# Chapter 27: ProcessPoolExecutor and Futures

The `concurrent.futures` module provides a high-level interface for parallel execution.
`ProcessPoolExecutor` manages a pool of worker processes and returns `Future` objects
that represent pending results. It is simpler and more Pythonic than the lower-level
`multiprocessing.Pool` API.

## Topics Covered
- **ProcessPoolExecutor**: High-level process pool interface
- **Future**: Representing pending results
- **map() vs submit()**: Two ways to distribute work
- **as_completed()**: Processing results as they become available
- **CPU-bound vs I/O-bound**: Choosing the right executor
- **Practical**: Comparing ProcessPoolExecutor and ThreadPoolExecutor

## ProcessPoolExecutor Basics

`ProcessPoolExecutor` is part of `concurrent.futures` and provides the same API as
`ThreadPoolExecutor`. It uses processes instead of threads, making it ideal for
**CPU-bound** workloads.

Key features:
- Context manager support (`with` statement)
- `max_workers` defaults to the number of CPUs
- Worker functions must be **picklable** (defined at module level)
- Returns `Future` objects for asynchronous result handling

In [None]:
import os
from concurrent.futures import ProcessPoolExecutor


def square(x: int) -> int:
    """Compute the square of a number."""
    return x * x


# Basic usage with executor.map()
print(f"CPU count: {os.cpu_count()}")

with ProcessPoolExecutor(max_workers=2) as executor:
    results: list[int] = list(executor.map(square, [1, 2, 3, 4, 5]))
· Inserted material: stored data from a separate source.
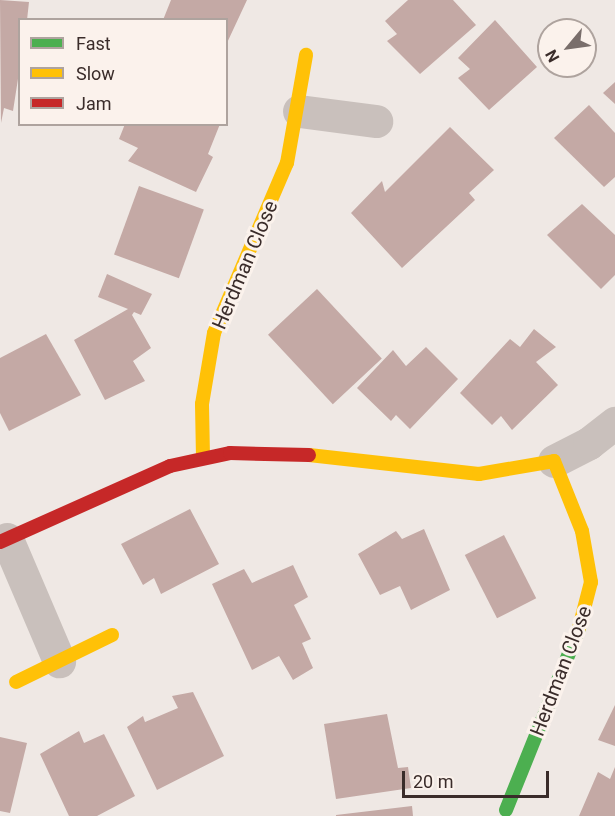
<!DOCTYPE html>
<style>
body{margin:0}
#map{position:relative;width:615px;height:816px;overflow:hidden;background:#efe8e4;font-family:Roboto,sans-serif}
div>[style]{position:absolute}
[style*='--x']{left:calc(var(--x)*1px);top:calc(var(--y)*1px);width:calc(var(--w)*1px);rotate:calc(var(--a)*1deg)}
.building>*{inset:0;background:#c4a9a5;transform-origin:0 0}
.street>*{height:33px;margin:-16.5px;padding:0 16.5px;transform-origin:16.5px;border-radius:16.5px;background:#c9c0bc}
.fast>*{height:14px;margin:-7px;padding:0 7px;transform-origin:7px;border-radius:7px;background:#4caf50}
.slow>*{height:14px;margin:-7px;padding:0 7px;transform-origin:7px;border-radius:7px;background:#ffc107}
.jam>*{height:14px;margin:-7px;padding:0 7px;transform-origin:7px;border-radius:7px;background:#c62828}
span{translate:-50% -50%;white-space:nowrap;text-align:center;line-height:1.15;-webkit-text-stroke:6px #fbf2ec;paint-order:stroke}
.street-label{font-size:20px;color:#3a2c2a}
.legend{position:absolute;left:18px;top:18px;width:210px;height:108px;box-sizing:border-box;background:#fbf2ec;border:2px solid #aea39e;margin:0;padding:8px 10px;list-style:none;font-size:18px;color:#3a2c2a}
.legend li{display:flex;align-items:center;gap:12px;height:30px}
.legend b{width:30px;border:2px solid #aea39e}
.north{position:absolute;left:537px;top:18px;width:60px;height:60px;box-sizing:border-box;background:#fbf2ec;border:2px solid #aea39e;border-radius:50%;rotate:241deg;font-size:16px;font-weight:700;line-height:24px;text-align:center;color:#3a2c2a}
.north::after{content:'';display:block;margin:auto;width:21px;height:27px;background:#796e6b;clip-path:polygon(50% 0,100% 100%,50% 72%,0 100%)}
.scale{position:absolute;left:402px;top:771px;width:147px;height:27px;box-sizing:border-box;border:3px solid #3a2c2a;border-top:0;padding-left:8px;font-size:18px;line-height:21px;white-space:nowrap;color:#3a2c2a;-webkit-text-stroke:4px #fbf2ec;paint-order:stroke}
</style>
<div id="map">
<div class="building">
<i style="clip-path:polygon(0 0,29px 2px,27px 20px,20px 20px,20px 66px,13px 111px,4px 108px,1px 123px)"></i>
<i style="clip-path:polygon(171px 0,247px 0,226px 45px,226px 20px,163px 20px)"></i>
<i style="clip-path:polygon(408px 0,453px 0,476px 25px,420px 74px,387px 41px,397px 34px,385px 21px)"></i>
<i style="clip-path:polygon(495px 20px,537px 67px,489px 110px,458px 78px,470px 69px,458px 58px)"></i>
<i style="clip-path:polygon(615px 82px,615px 104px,603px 93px)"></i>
<i style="clip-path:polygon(589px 105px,615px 133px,615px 177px,604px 187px,554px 138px)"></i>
<i style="clip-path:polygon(125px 124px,220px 124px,208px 154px,213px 157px,196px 192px,128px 161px,138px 148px,119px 139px)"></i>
<i style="clip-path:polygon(450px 127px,494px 170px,469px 193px,475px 200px,402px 268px,351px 213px,382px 181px,385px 192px)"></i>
<i style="left:139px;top:186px;width:69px;height:73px;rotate:20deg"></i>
<i style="clip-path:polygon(582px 204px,615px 235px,615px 275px,601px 289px,547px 235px)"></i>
<i style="clip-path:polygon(107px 274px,152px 294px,141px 315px,134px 312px,132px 315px,151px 348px,133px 361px,145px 381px,105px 400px,74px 340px,128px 309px,98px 297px)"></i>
<i style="left:317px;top:289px;width:95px;height:67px;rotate:47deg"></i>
<i style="clip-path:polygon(534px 329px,556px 347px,536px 362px,558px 385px,512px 430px,501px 416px,492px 425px,460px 393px,510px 339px,520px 347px)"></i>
<i style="clip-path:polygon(46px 334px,81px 395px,9px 431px,0 413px,0 358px)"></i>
<i style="clip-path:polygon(426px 347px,458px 379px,410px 429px,396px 415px,391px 421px,357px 388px,393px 350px,406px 366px)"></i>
<i style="clip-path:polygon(190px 509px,219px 564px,161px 594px,154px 578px,143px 585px,121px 544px)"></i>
<i style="clip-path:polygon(424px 529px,450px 590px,411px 610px,400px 586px,380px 595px,358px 554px,396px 531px,402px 539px)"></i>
<i style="left:504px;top:535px;width:71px;height:44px;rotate:63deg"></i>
<i style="clip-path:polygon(293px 565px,308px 597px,294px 605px,311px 639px,302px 643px,313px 668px,293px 680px,279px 656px,252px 670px,212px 584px,244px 569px,252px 583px)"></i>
<i style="clip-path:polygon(193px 692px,224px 756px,157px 790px,127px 727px,143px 716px,145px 722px,178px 708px,172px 696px)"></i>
<i style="clip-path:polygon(615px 705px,615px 746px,598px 740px)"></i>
<i style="clip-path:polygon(387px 714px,398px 768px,408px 767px,411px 788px,336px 799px,324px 724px)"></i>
<i style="clip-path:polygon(79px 731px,84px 743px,104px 734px,135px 796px,97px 816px,69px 816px,40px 754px)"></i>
<i style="clip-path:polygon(0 737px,27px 743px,10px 813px,0 811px)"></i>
<i style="clip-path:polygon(615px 767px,615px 816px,579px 816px,598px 772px,610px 779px)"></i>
<i style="clip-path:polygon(412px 806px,413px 816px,336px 816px,336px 815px)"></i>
</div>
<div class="street">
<i style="--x:299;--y:111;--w:78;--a:7.4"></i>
<i style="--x:554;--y:461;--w:39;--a:-27"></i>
<i style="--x:589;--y:443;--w:33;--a:-38"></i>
<i style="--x:7;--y:539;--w:133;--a:66.9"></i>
</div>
<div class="fast">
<i style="--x:506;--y:810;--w:196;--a:-68.1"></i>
</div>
<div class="slow">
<i style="--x:309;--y:455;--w:171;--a:6.4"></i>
<i style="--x:479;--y:474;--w:76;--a:-9.8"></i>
<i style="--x:554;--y:461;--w:75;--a:68.2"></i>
<i style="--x:582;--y:531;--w:52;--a:80"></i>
<i style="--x:591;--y:582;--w:48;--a:104.6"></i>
<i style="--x:203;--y:457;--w:53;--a:-91.1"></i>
<i style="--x:202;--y:404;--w:72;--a:-80.4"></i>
<i style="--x:214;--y:333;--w:185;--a:-66.8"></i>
<i style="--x:287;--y:163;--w:110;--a:-80"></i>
<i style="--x:16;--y:682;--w:107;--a:-26.1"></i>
</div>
<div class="jam">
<i style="--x:0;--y:542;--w:186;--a:-24.1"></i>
<i style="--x:170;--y:466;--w:61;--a:-12.2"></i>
<i style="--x:230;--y:453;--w:79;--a:1.5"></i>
</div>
<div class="street-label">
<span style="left:245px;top:265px;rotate:-67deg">Herdman Close</span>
<span style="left:561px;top:671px;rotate:-69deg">Herdman Close</span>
</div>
<ul class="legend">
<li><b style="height:8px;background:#4caf50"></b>Fast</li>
<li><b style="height:8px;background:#ffc107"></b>Slow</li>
<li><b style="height:8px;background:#c62828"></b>Jam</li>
</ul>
<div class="north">N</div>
<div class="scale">20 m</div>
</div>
print(f"Squares: {results}")

## executor.map(): Ordered Parallel Mapping

`executor.map(func, *iterables)` applies a function to every item in the iterables,
distributing work across the pool. It returns an **iterator** that yields results in
the **same order** as the input.

Key differences from `multiprocessing.Pool.map()`:
- Returns a lazy iterator (not a list)
- Supports a `timeout` parameter
- Supports a `chunksize` parameter for efficiency with large iterables

In [None]:
import os
from concurrent.futures import ProcessPoolExecutor


def process_item(x: int) -> tuple[int, int, int]:
    """Process an item and return (input, result, pid)."""
    return (x, x * x, os.getpid())


# map() preserves input order
with ProcessPoolExecutor(max_workers=2) as executor:
    results = list(executor.map(process_item, range(8)))

main_pid: int = os.getpid()
print(f"Main PID: {main_pid}")
print("\nResults (order preserved):")
for x, squared, pid in results:
    print(f"  {x}^2 = {squared} (worker PID: {pid})")

worker_pids: set[int] = {pid for _, _, pid in results}
print(f"\nUnique worker PIDs: {worker_pids}")
print(f"All workers differ from main: {all(pid != main_pid for _, _, pid in results)}")

## executor.submit() and Future Objects

`executor.submit(func, *args, **kwargs)` submits a single callable for execution and
returns a `Future` object immediately. The `Future` represents a computation that may
not have completed yet.

Key `Future` methods:
- `result(timeout=None)` -- block until the result is ready, then return it
- `done()` -- return `True` if the computation has completed
- `cancelled()` -- return `True` if the task was cancelled
- `exception(timeout=None)` -- return the exception, if any
- `add_done_callback(fn)` -- register a callback to run when the future completes

In [None]:
from concurrent.futures import Future, ProcessPoolExecutor


def square(x: int) -> int:
    """Compute the square of a number."""
    return x * x


# submit() returns a Future
with ProcessPoolExecutor(max_workers=1) as executor:
    future: Future[int] = executor.submit(square, 7)

    # Inspect the future
    print(f"Type: {type(future).__name__}")
    print(f"Done: {future.done()}")  # May or may not be done yet

    # Get the result (blocks if not yet ready)
    result: int = future.result()
    print(f"Result: {result}")
    print(f"Done after result(): {future.done()}")
    print(f"Exception: {future.exception()}")

In [None]:
from concurrent.futures import Future, ProcessPoolExecutor


def cube(x: int) -> int:
    """Compute the cube of a number."""
    return x ** 3


# Submit multiple tasks and collect futures
with ProcessPoolExecutor(max_workers=2) as executor:
    futures: dict[Future[int], int] = {
        executor.submit(cube, n): n
        for n in range(1, 7)
    }

    # Retrieve results from each future
    print("Results from submit():")
    for future, input_val in futures.items():
        result: int = future.result()
        print(f"  {input_val}^3 = {result}")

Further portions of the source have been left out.